■ **What the task asks**
Print every entry, word for word, and skip the images.

■ **Given entries**
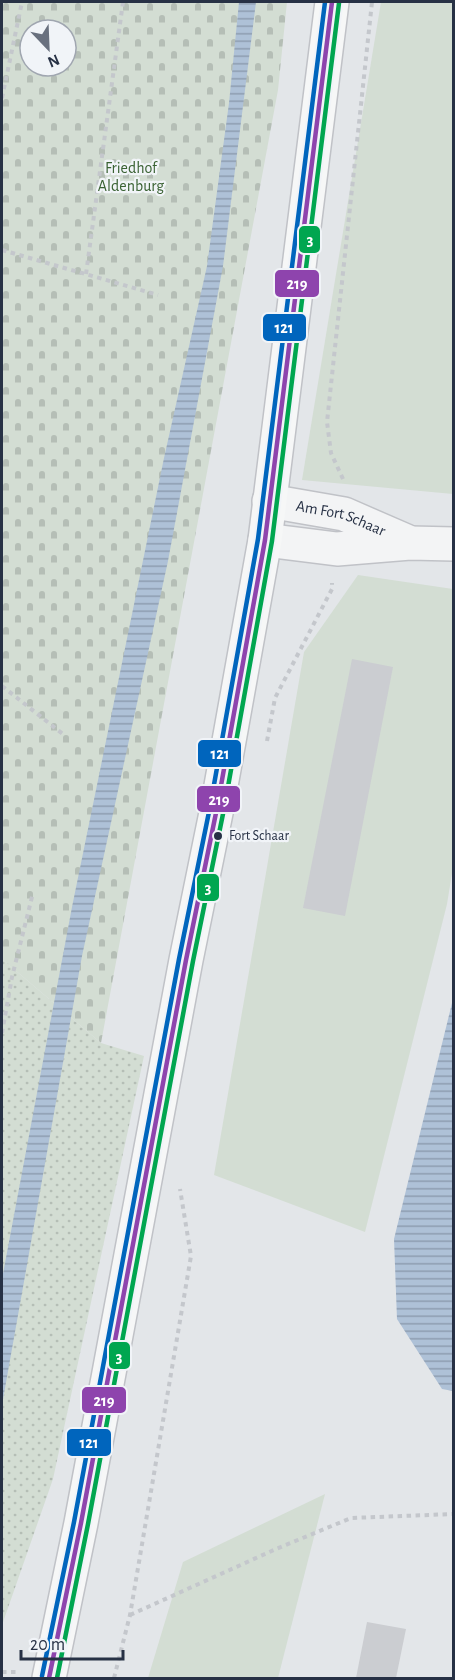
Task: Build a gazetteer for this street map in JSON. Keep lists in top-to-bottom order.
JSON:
{
  "streets": {
    "street": ["Am Fort Schaar"]
  },
  "parks": ["Friedhof Aldenburg"],
  "places": ["Fort Schaar"],
  "lines": ["transit line 219", "transit line 121", "transit line 3"],
  "scale_bar": "20 m",
  "north": "bottom right"
}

■ **Answer to the problem**
Task: Build a gazetteer for this street map in JSON. Keep lists in top-to-bottom order.
JSON:
{
  "streets": {
    "street": ["Am Fort Schaar"]
  },
  "parks": ["Friedhof Aldenburg"],
  "places": ["Fort Schaar"],
  "lines": ["transit line 219", "transit line 121", "transit line 3"],
  "scale_bar": "20 m",
  "north": "bottom right"
}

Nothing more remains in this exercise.